Il existe des patrons qui estiment que les conventions collectives ne servent jamais qu’à augmenter les salaires, donc à réduire leur compétitivité. Ou à imposer une rigidité dans l’aménagement du travail alors qu’une plus grande souplesse serait de mise. Ils rêvent de pouvoir accorder des adaptations basées sur le seul mérite, voire de profiter de la concurrence accrue entre les travailleurs pour abaisser leurs coûts salariaux.

«Les conventions collectives sont l’expression d’intérêts divergents mais aussi liés, donc négociables au nom d’un intérêt commun»

Du côté syndical, certains ne sont pas loin de penser que la paix du travail n’est bonne que lorsque les salaires augmentent mais que les démonstrations de force seraient plus payantes lorsque la conjoncture fraîchit. D’autres renient la raison même de l’existence de leur organisation en en appelant à des réglementations étatiques toujours plus nombreuses (une loi établissant des salaires minimaux pour prendre l’exemple le plus typique), oubliant que des prescriptions trop générales imposées sans considération des particularités de tel ou tel secteur entraînent des effets catastrophiques.

L’une des principales caractéristiques des conventions collectives est d’être à l’opposé de l’étatisme. Elles constituent un réseau d’institutions développées empiriquement, au gré des expériences et des nécessités. Elles sont le résultat de la volonté des parties qui auront elles-mêmes à respecter, appliquer ou subir les accords qu’elles auront conclus.
Certes, l’État est parfois appelé à intervenir dans les CCT, mais seulement à la demande des parties signataires et pour décider qu’une convention aura force obligatoire générale. Il n’édicte donc pas ses propres normes; il se borne à généraliser des dispositions librement négociées entre les parties.

Esprit civique

Une autre caractéristique des conventions collectives est d’être à l’opposé du pur libéralisme. Celui-ci voudrait que les conditions de travail soient dictées par les seules lois du marché, c’est-à-dire par des rapports de force momentanés entre les individus. Or les CCT donnent aux partenaires des garanties d’un certain nombre de règles et encadrent la concurrence.

Ces conventions représentent l’un des traits typiques de la façon dont on conçoit les rapports sociaux dans notre pays.

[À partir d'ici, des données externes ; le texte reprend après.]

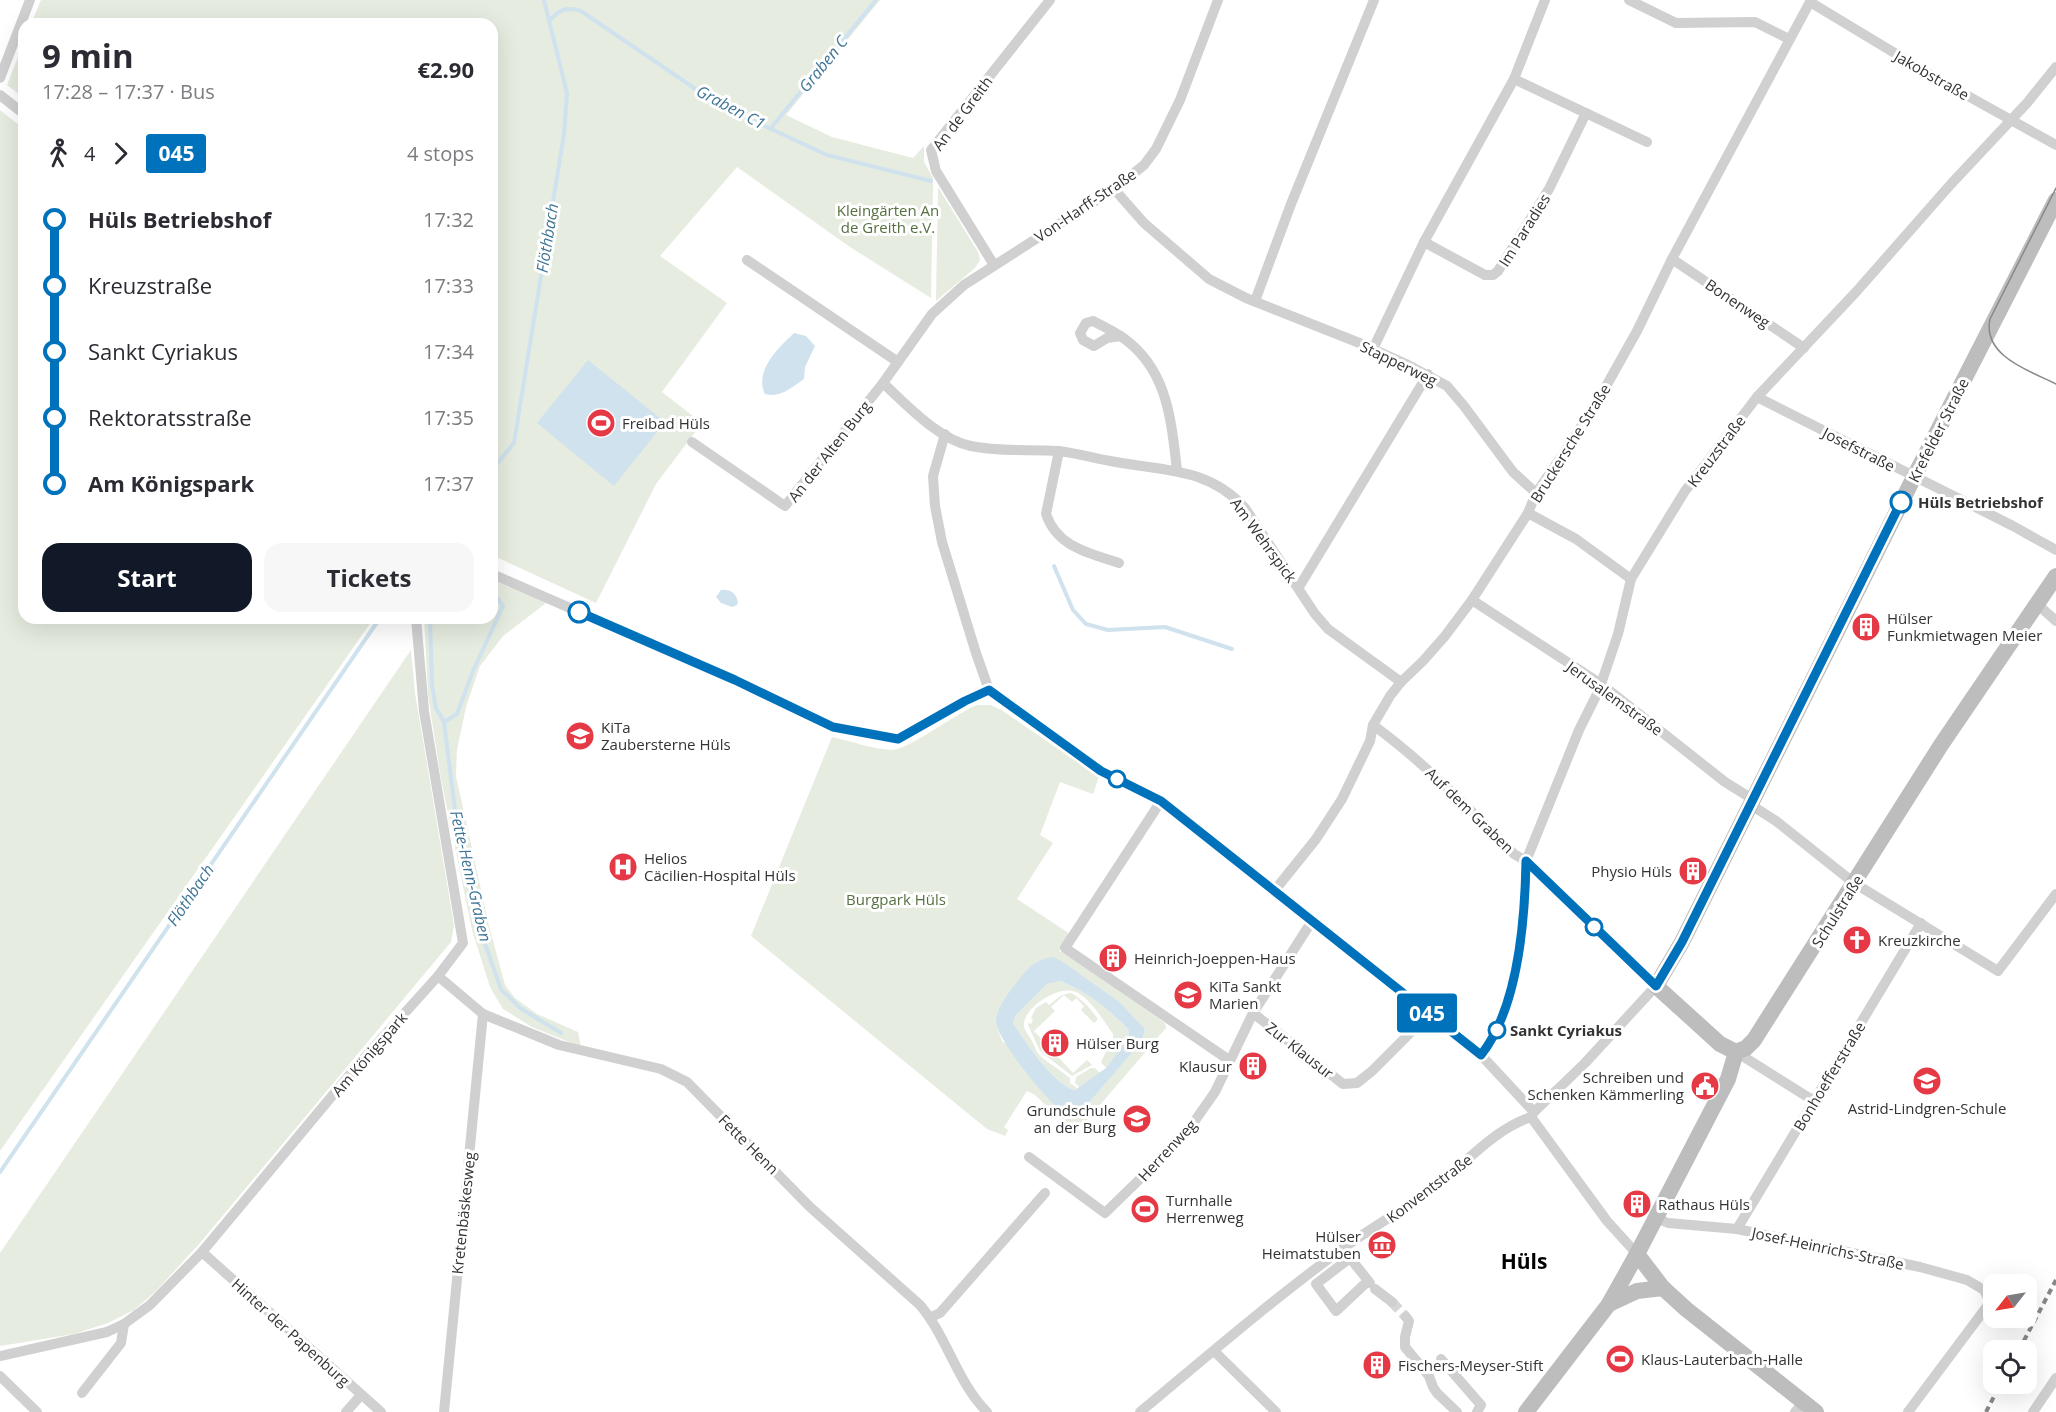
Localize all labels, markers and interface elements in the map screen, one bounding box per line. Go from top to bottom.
water label: Graben C [794,30,853,97]
text: 9 min [42,33,134,78]
street label: Jakobstraße [1889,45,1973,104]
text: €2.90 [417,54,474,84]
street label: An de Greith [928,72,996,154]
text: 17:28 – 17:37 · Bus [42,78,215,105]
water label: Graben C1 [693,80,769,134]
icon: walk [42,137,75,170]
icon: forward [104,137,137,170]
text: 045 [158,139,194,167]
text: 4 [84,140,95,167]
text: 4 stops [407,140,474,167]
street label: Von-Harff-Straße [1030,164,1140,246]
street label: Im Paradies [1494,190,1554,270]
park label: Kleingärten An de Greith e.V. [837,200,939,237]
water label: Flöthbach [531,202,563,274]
text: Hüls Betriebshof [88,204,271,234]
text: 17:32 [423,206,474,233]
text: Kreuzstraße [88,270,212,300]
text: 17:33 [423,272,474,299]
street label: Bonenweg [1702,274,1774,332]
text: Sankt Cyriakus [88,336,238,366]
street label: Stapperweg [1357,336,1441,390]
text: 17:34 [423,338,474,365]
street label: Krefelder Straße [1903,374,1973,486]
street label: Bruckersche Straße [1525,380,1615,506]
street label: An der Alten Burg [783,396,875,506]
text: Rektoratsstraße [88,402,252,432]
text: 17:35 [423,404,474,431]
sports icon: Freibad Hüls [585,407,617,439]
street label: Kreuzstraße [1683,411,1749,491]
place label: Freibad Hüls [622,413,710,433]
street label: Josefstraße [1818,421,1898,476]
text: Am Königspark [88,468,254,498]
text: 17:37 [423,470,474,497]
marker: Hüls Betriebshof [1890,491,1912,513]
place label: Hüls Betriebshof [1918,492,2044,512]
street label: Am Wehrspick [1227,494,1302,586]
button: Start [42,543,252,612]
button: Tickets [264,543,474,612]
unlabelled marker [568,601,590,623]
place label: Hülser Funkmietwagen Meier [1887,608,2042,645]
building icon: Hülser Funkmietwagen Meier [1850,611,1882,643]
street label: Jerusalemstraße [1561,655,1667,740]
place label: KiTa Zaubersterne Hüls [601,717,731,754]
school or university icon: KiTa Zaubersterne Hüls [564,720,596,752]
street label: Auf dem Graben [1422,763,1518,857]
unlabelled marker [1108,770,1126,788]
water label: Fette-Henn-Graben [445,808,497,944]
place label: Helios Cäcilien-Hospital Hüls [644,848,796,885]
hospital icon: Helios Cäcilien-Hospital Hüls [607,851,639,883]
building icon: Physio Hüls [1677,855,1709,887]
water label: Flöthbach [161,860,219,930]
place label: Physio Hüls [1591,861,1672,881]
street label: Schulstraße [1807,871,1867,951]
park label: Burgpark Hüls [846,889,946,909]
unlabelled marker [1585,918,1603,936]
church icon: Kreuzkirche [1841,924,1873,956]
place label: Kreuzkirche [1878,930,1961,950]
building icon: Heinrich-Joeppen-Haus [1097,942,1129,974]
place label: Heinrich-Joeppen-Haus [1134,948,1296,968]
place label: KiTa Sankt Marien [1209,976,1281,1013]
school or university icon: KiTa Sankt Marien [1172,979,1204,1011]
line badge: 045 [1392,994,1462,1032]
text: 045 [1409,999,1445,1027]
street label: Am Königspark [327,1008,411,1100]
street label: Zur Klausur [1262,1017,1338,1083]
street label: Bonhoefferstraße [1789,1018,1869,1134]
place label: Sankt Cyriakus [1510,1020,1622,1040]
marker: Sankt Cyriakus [1488,1021,1506,1039]
building icon: Hülser Burg [1039,1027,1071,1059]
place label: Hülser Burg [1076,1033,1159,1053]
building icon: Klausur [1237,1050,1269,1082]
place label: Klausur [1179,1056,1232,1076]
school or university icon: Astrid-Lindgren-Schule [1911,1065,1943,1097]
place label: Schreiben und Schenken Kämmerling [1528,1067,1684,1104]
public building icon: Schreiben und Schenken Kämmerling [1689,1070,1721,1102]
place label: Astrid-Lindgren-Schule [1848,1098,2006,1118]
place label: Grundschule an der Burg [1026,1100,1116,1137]
school or university icon: Grundschule an der Burg [1121,1103,1153,1135]
street label: Fette Henn [715,1110,783,1178]
street label: Herrenweg [1133,1115,1201,1185]
street label: Konventstraße [1382,1149,1476,1227]
street label: Kretenbäskesweg [447,1151,479,1275]
building icon: Rathaus Hüls [1621,1188,1653,1220]
place label: Turnhalle Herrenweg [1166,1190,1244,1227]
sports icon: Turnhalle Herrenweg [1129,1193,1161,1225]
place label: Rathaus Hüls [1658,1194,1750,1214]
street label: Josef-Heinrichs-Straße [1748,1222,1906,1274]
place label: Hülser Heimatstuben [1262,1226,1361,1263]
museum icon: Hülser Heimatstuben [1366,1229,1398,1261]
district label: Hüls [1501,1247,1547,1275]
street label: Hinter der Papenburg [228,1274,354,1390]
north arrow [1983,1274,2037,1328]
map controls [1983,1274,2037,1394]
button: locate [1983,1340,2037,1394]
sports icon: Klaus-Lauterbach-Halle [1604,1343,1636,1375]
building icon: Fischers-Meyser-Stift [1361,1349,1393,1381]
place label: Klaus-Lauterbach-Halle [1641,1349,1803,1369]
place label: Fischers-Meyser-Stift [1398,1355,1543,1375]

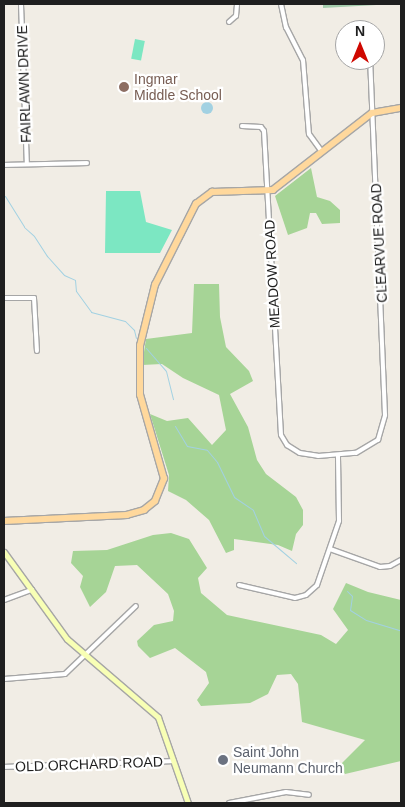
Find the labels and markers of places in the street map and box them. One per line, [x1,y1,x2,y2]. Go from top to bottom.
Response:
place label: Ingmar Middle School [134,71,222,104]
marker: Ingmar Middle School [118,81,130,93]
place label: Saint John Neumann Church [233,744,343,776]
marker: Saint John Neumann Church [217,754,229,766]

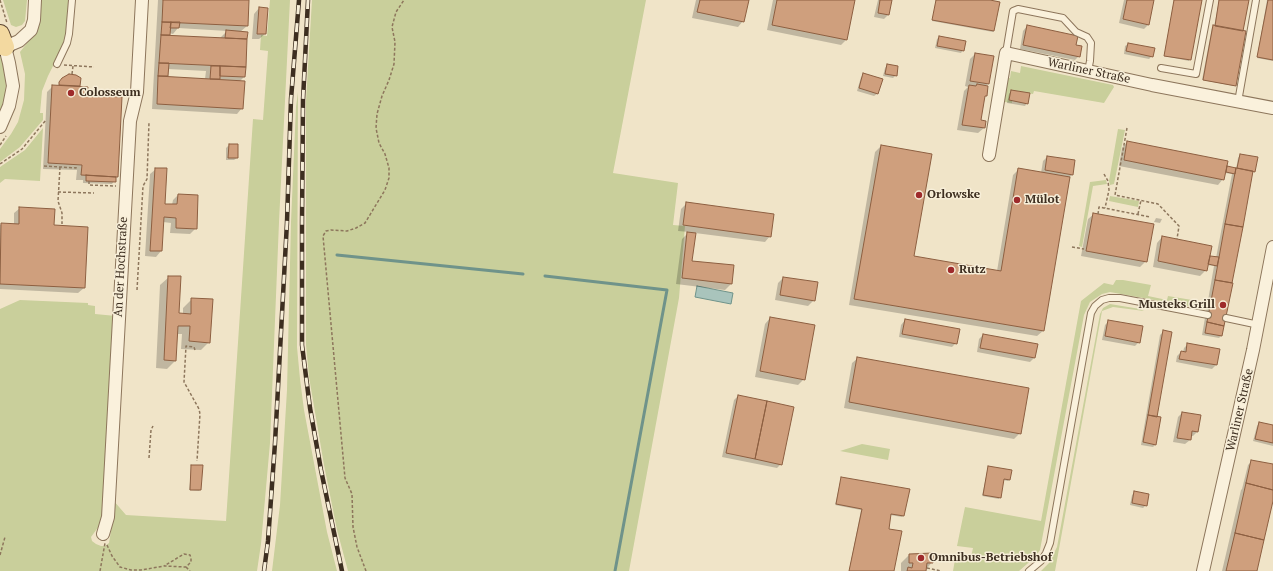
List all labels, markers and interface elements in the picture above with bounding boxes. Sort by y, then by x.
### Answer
street label: Warliner Straße [1046,55,1132,87]
place label: Colosseum [79,86,141,100]
marker: Colosseum [66,88,76,98]
place label: Orlowske [927,188,980,202]
marker: Orlowske [914,190,924,200]
place label: Mülot [1025,193,1059,207]
marker: Mülot [1012,195,1022,205]
street label: An der Hochstraße [111,216,131,318]
place label: Rutz [959,263,986,277]
marker: Rutz [946,265,956,275]
place label: Musteks Grill [1138,298,1215,312]
marker: Musteks Grill [1218,300,1228,310]
street label: Warliner Straße [1224,367,1256,453]
place label: Omnibus-Betriebshof [929,551,1052,565]
marker: Omnibus-Betriebshof [916,553,926,563]

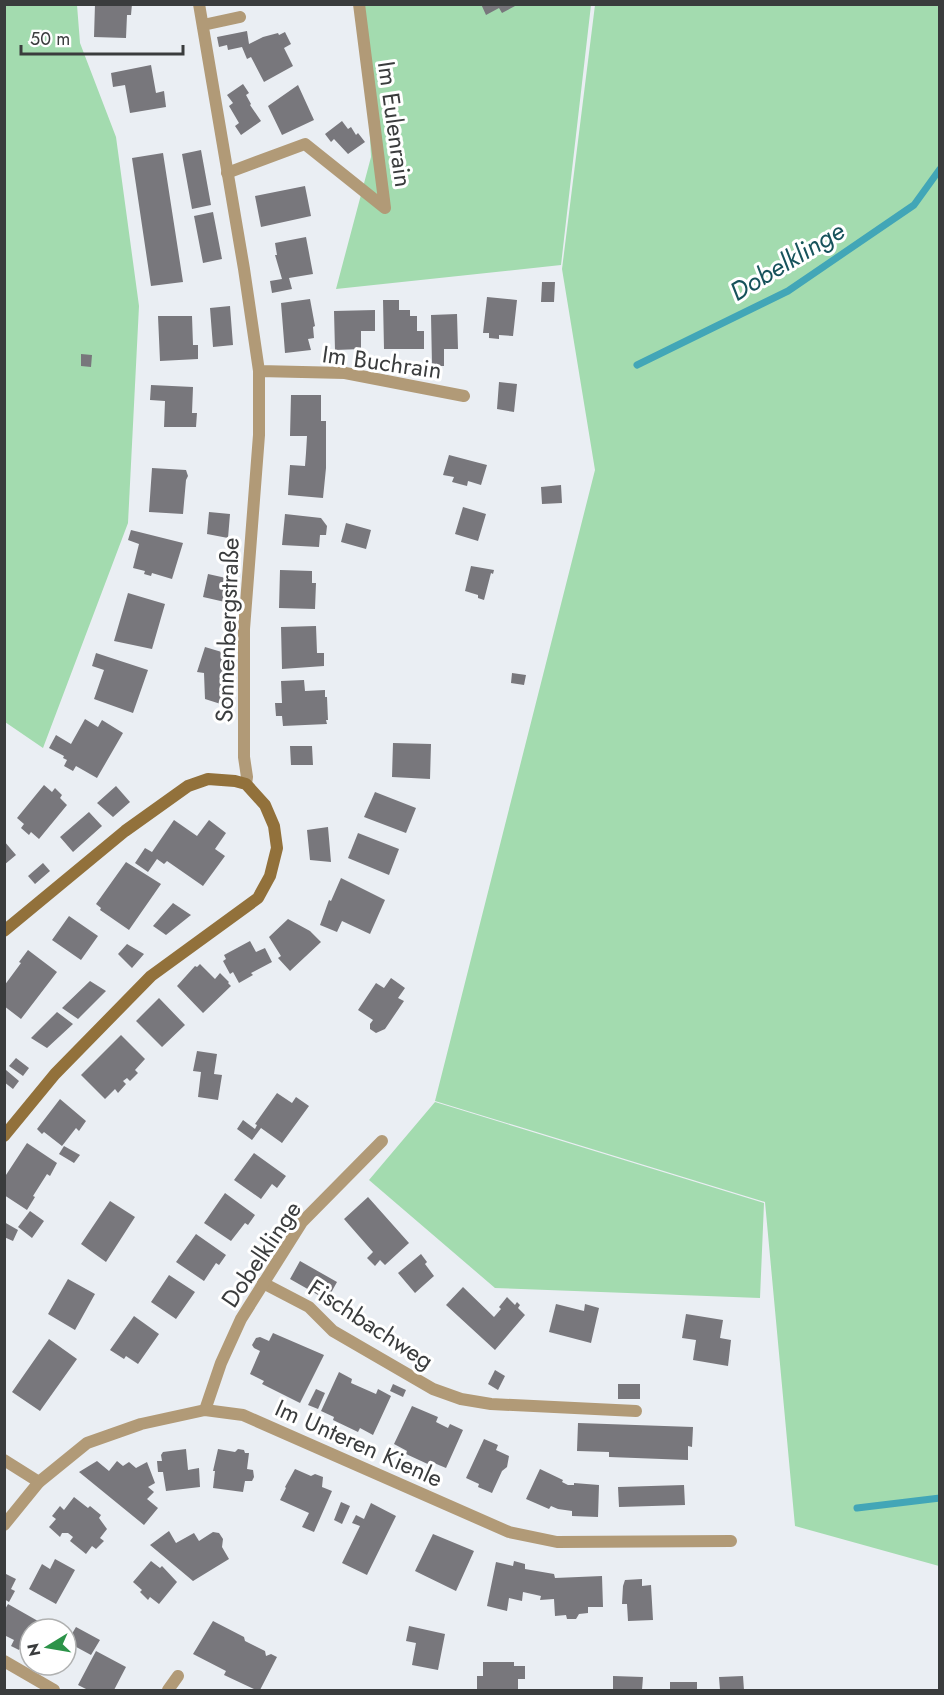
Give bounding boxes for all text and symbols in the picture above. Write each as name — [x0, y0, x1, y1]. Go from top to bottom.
scale bar — [21, 18, 183, 56]
text: 50 m — [30, 26, 70, 52]
street label: Im Eulenrain — [369, 59, 421, 189]
water label: Dobelklinge — [722, 212, 852, 310]
street label: Im Buchrain — [320, 336, 444, 388]
street label: Sonnenbergstraße — [206, 537, 248, 723]
street label: Dobelklinge — [212, 1194, 310, 1314]
street label: Fischbachweg — [301, 1270, 441, 1378]
street label: Im Unteren Kienle — [270, 1390, 448, 1496]
north arrow — [18, 1617, 78, 1677]
text: N — [21, 1641, 46, 1658]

On y fait souffler un esprit civique qui pousse à la conciliation plutôt qu’à l’affrontement. En période de turbulences économiques, le régime de garanties contractuelles entre partenaires sociaux se révèle plus nécessaire que jamais.

2 commentaires
    Être prudent

    Oui aux CCT et à la Paix du Travail. Mais mon constat est qu'il y a bien des tricheurs et que les contrôles sont insuffisants. En outre, la pression mise par le système des marchés publics à attribuer les mandats aux moins chers pèse finalement sur les employés. Il faudrait fixer beaucoup plus de conditions sur les normes sociales pour que les prix soient comparables. A fortiori pour des entreprises qui reçoivent des fonds publics.

    Pardon de revenir sur le scandale du dépôt des TPG. Il s'agit là de l'exemple à ne pas reproduire. Des entreprises locales sont restées sur le carreau, et parmi elles, certainement des sociétés avec des valeurs et des normes sociales qui ne sont pas celles de ceux qui ont remporté la mise.